Does anyone have any experience with this? I would love to bring her home but not if she'll be miserable.

Thanks for the help.

Edit: Tips for introductions would be great too.


----------



## OsnobunnieO (Jun 28, 2004)

I think it'll be fine. You could make sure to keep your kitties nails trimmed more often for the first little while. I don't really think cats use their claws unless actual fights break out - most hissy spitty introductory spats are paw only for the most part. At least what I've seen...


----------



## Mom of 4 (Jul 29, 2006)

Does the cat has her back claws?
My son rescued a front declawed cat from his apt parking lot a few years ago. She is wonderful and I can't believe someone didn't look harder for her - my son had posters out for weeks. Captain can defend herself quite well with just her back claws and i have some scars to prove it (she hates my big, wussy dogs).


----------



## nanook (Jun 12, 2005)

Whether she has claws or not won't make any difference. If you don't already, I would keep your cats nails clipped anyway just to avoid accidents.
As for introductions. You can search here and/or Google "cat introductions" and get tons of info. In a nut shell, it's recommended that you keep them separated for a period, depending on the cats this can be from a day or two to a few weeks. During this time swap smells with bedding and blanket and such. Then let them see each other. If that goes well, have supervised visits then, once there isn't any fighting (hissing and growling is normal) you can let them be together. Some intros go really smoothly, I've never had to even separate mine, but it usually takes a little time and can even take a couple of months. Just be prepared, do your homework and be _patient_! Most of all, be CALM. If you are nervous about them getting long, they will pick up on it and things will be much harder. 
Good luck!


----------



## katlover13 (Apr 15, 2008)

My big gray cat Charlie was declawed both front and back when we got him. :evil: There has never been a problem with how he interacts with the other cats because of his not having claws. Tweezer is always jumping on him and wanting him to play, but they only play-bite. No one ever uses their claws.


----------



## Nero the Sable (Oct 28, 2004)

That's a relief! Thank you for the responses  You know... I'm not sure if she does have her back claws or not. (I don't usually feel their back feet and check) I looked on the website to see and they just said "declawed" - but now that I'm looking they are mentioning "front" declawed on some of them.
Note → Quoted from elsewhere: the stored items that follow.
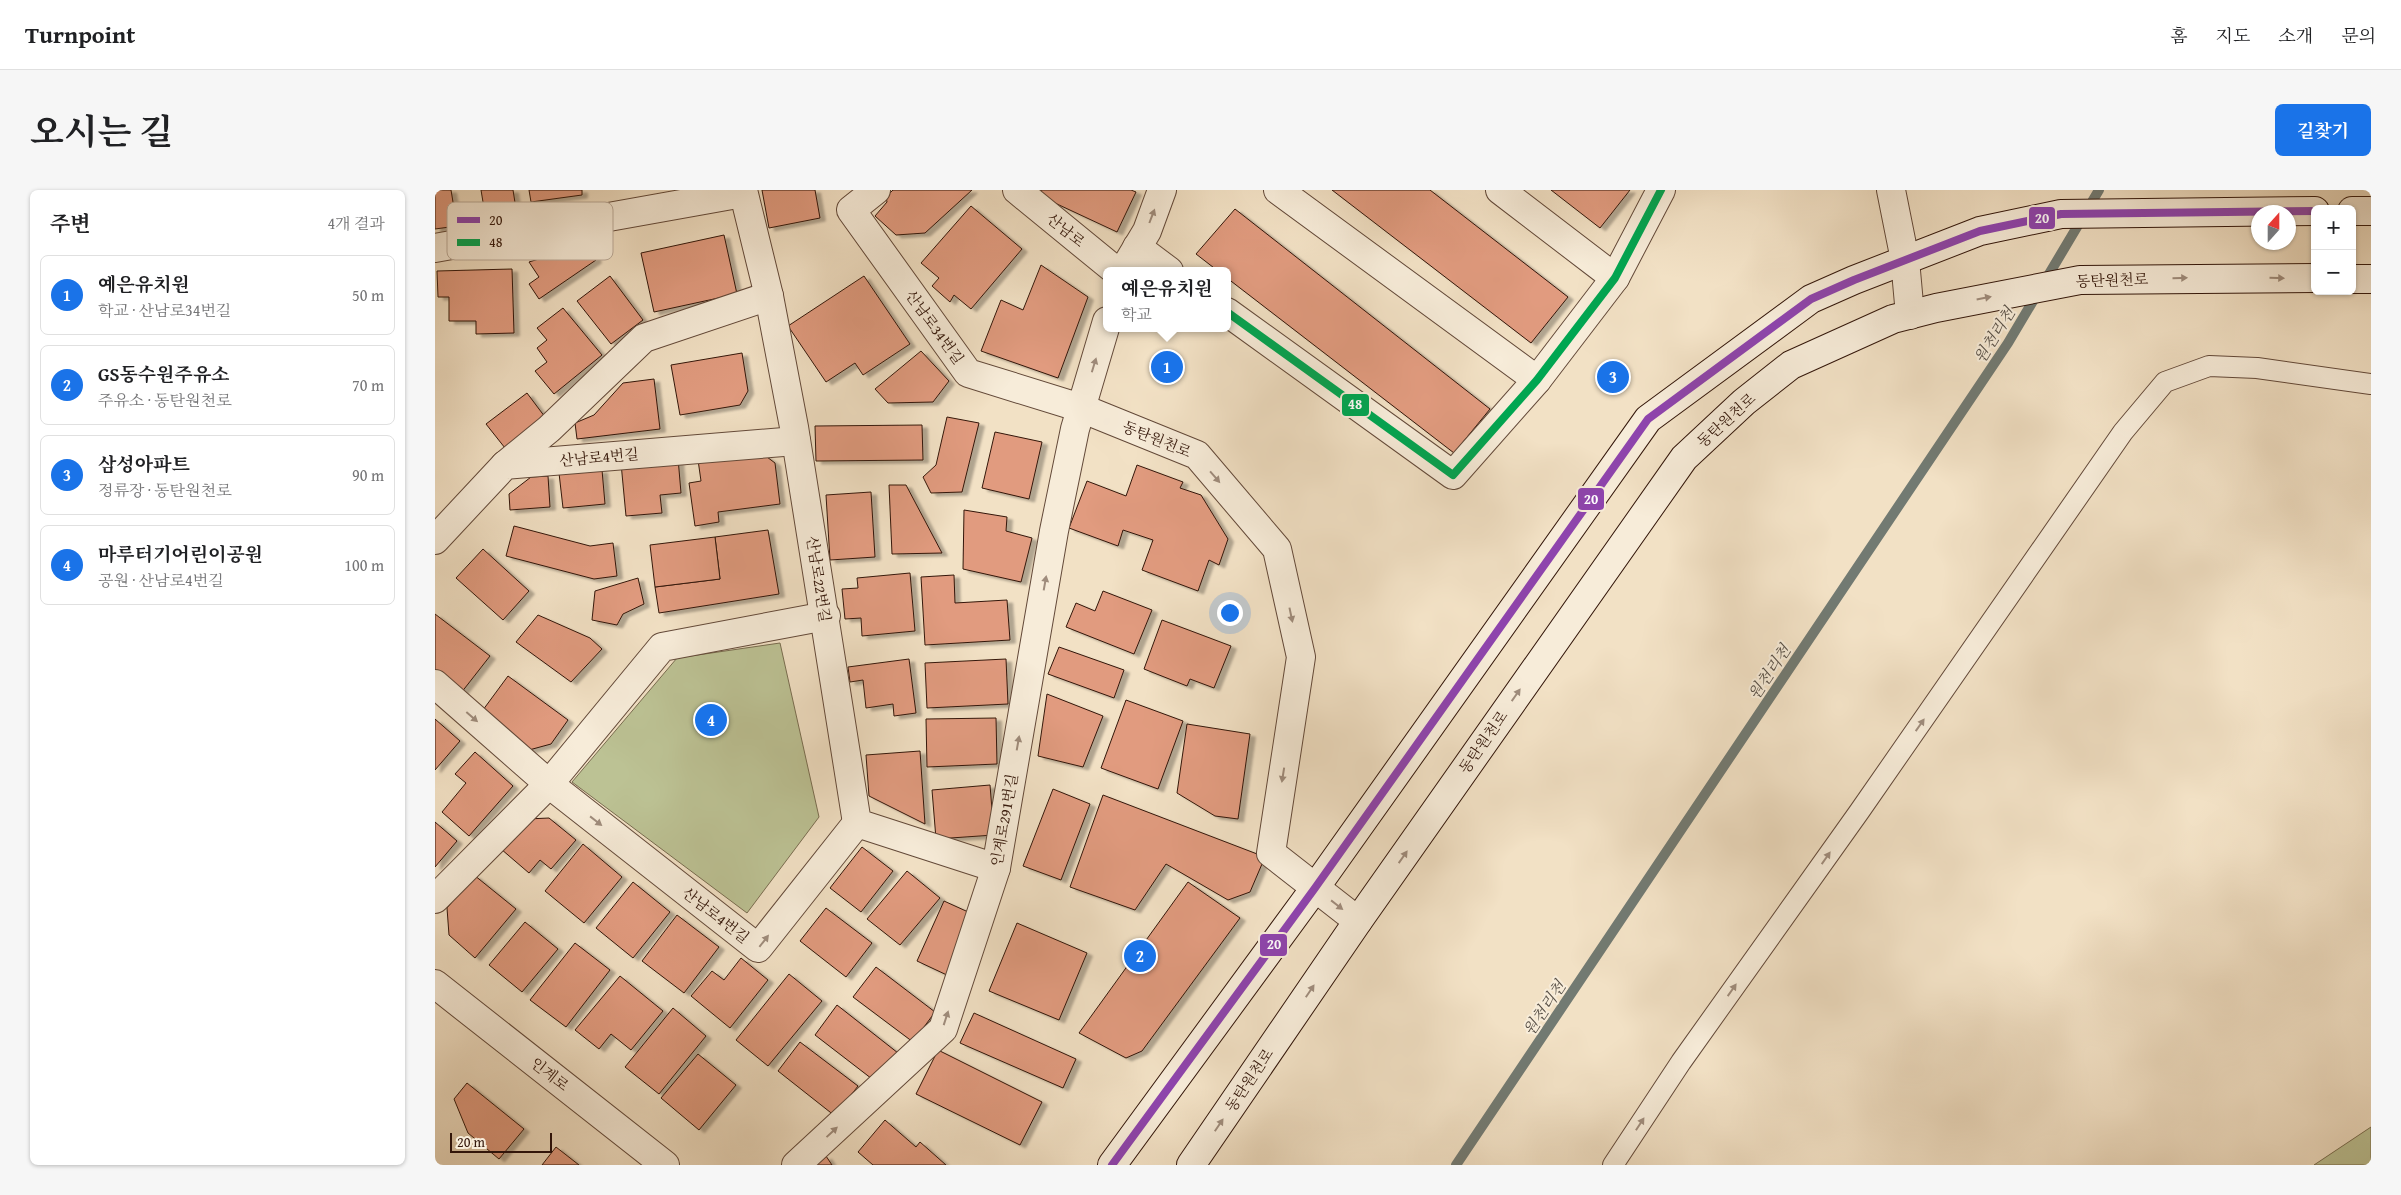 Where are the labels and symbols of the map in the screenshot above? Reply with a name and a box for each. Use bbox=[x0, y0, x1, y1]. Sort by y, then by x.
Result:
legend bbox=[447, 202, 613, 260]
north arrow bbox=[2251, 205, 2296, 250]
line badge: 20 bbox=[2028, 206, 2056, 230]
street label: 산남로 bbox=[1042, 208, 1090, 252]
one-way arrow bbox=[1149, 208, 1157, 223]
text: 20 bbox=[2035, 208, 2049, 228]
text: 20 bbox=[489, 210, 503, 230]
text: 48 bbox=[489, 232, 503, 252]
street label: 동탄원천로 bbox=[2075, 268, 2149, 292]
one-way arrow bbox=[2172, 274, 2188, 282]
one-way arrow bbox=[2269, 274, 2285, 282]
street label: 산남로34번길 bbox=[901, 286, 969, 368]
one-way arrow bbox=[1976, 294, 1992, 302]
water label: 원천리천 bbox=[1967, 301, 2021, 368]
pin: 1 bbox=[1151, 348, 1183, 386]
one-way arrow bbox=[1090, 357, 1098, 372]
pin: 3 bbox=[1597, 358, 1629, 396]
street label: 동탄원천로 bbox=[1692, 388, 1760, 452]
line badge: 48 bbox=[1341, 393, 1370, 417]
text: 48 bbox=[1348, 394, 1362, 414]
street label: 동탄원천로 bbox=[1119, 416, 1195, 462]
street label: 산남로4번길 bbox=[558, 443, 640, 471]
one-way arrow bbox=[1209, 471, 1220, 483]
line badge: 20 bbox=[1577, 487, 1605, 511]
text: 20 bbox=[1584, 489, 1598, 509]
street label: 산남로22번길 bbox=[802, 534, 836, 624]
one-way arrow bbox=[1041, 575, 1049, 591]
your location bbox=[1217, 600, 1243, 626]
one-way arrow bbox=[1287, 608, 1295, 623]
water label: 원천리천 bbox=[1742, 638, 1797, 704]
one-way arrow bbox=[1511, 688, 1521, 702]
pin: 4 bbox=[695, 701, 727, 739]
street label: 동탄원천로 bbox=[1454, 706, 1513, 778]
one-way arrow bbox=[465, 711, 478, 722]
one-way arrow bbox=[1915, 718, 1925, 732]
one-way arrow bbox=[1014, 735, 1022, 751]
one-way arrow bbox=[1278, 768, 1286, 784]
street label: 인계로291번길 bbox=[985, 772, 1023, 868]
one-way arrow bbox=[589, 816, 603, 826]
one-way arrow bbox=[1398, 850, 1408, 864]
one-way arrow bbox=[1821, 851, 1831, 865]
street label: 산남로4번길 bbox=[678, 882, 754, 948]
one-way arrow bbox=[1330, 899, 1343, 910]
line badge: 20 bbox=[1259, 933, 1288, 957]
one-way arrow bbox=[758, 934, 769, 947]
text: 20 bbox=[1267, 934, 1281, 954]
pin: 2 bbox=[1124, 937, 1156, 975]
water label: 원천리천 bbox=[1517, 974, 1572, 1040]
one-way arrow bbox=[1305, 984, 1315, 997]
one-way arrow bbox=[1727, 984, 1737, 997]
one-way arrow bbox=[943, 1011, 951, 1026]
street label: 동탄원천로 bbox=[1220, 1044, 1278, 1116]
street label: 인계로 bbox=[526, 1052, 574, 1096]
one-way arrow bbox=[1214, 1118, 1224, 1132]
one-way arrow bbox=[1635, 1118, 1645, 1131]
one-way arrow bbox=[825, 1126, 837, 1138]
scale bar bbox=[450, 1130, 553, 1153]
How aweful! If they don't have at least their back claws they can't even scratch an itch!


----------



## Mitts & Tess (Sep 4, 2004)

My oldest and alpha cat is declawed. I adopted a second cat with claws. Theres never been an issue who rules the roost. My declawed cat. 

I have adult foster cats with claws introduced into my home fairly frequently and there may be a couple months of establishing who rules! My declawed cat always wins! There has never been injuries.


----------



## Nero the Sable (Oct 28, 2004)

Good to know. =) This is the first adult (and declawed cat) I've ever adopted so I'm nervous! I'm going to pick her up tomorrow and foster her for a while... hopefully her and the boys click! 

I've been told she is a bit of a fraidy cat with other kitties so I'm a little worried Kiley and Hali might pick on her. I hope she'll stand up to the boys... they are giant cowards. XP


----------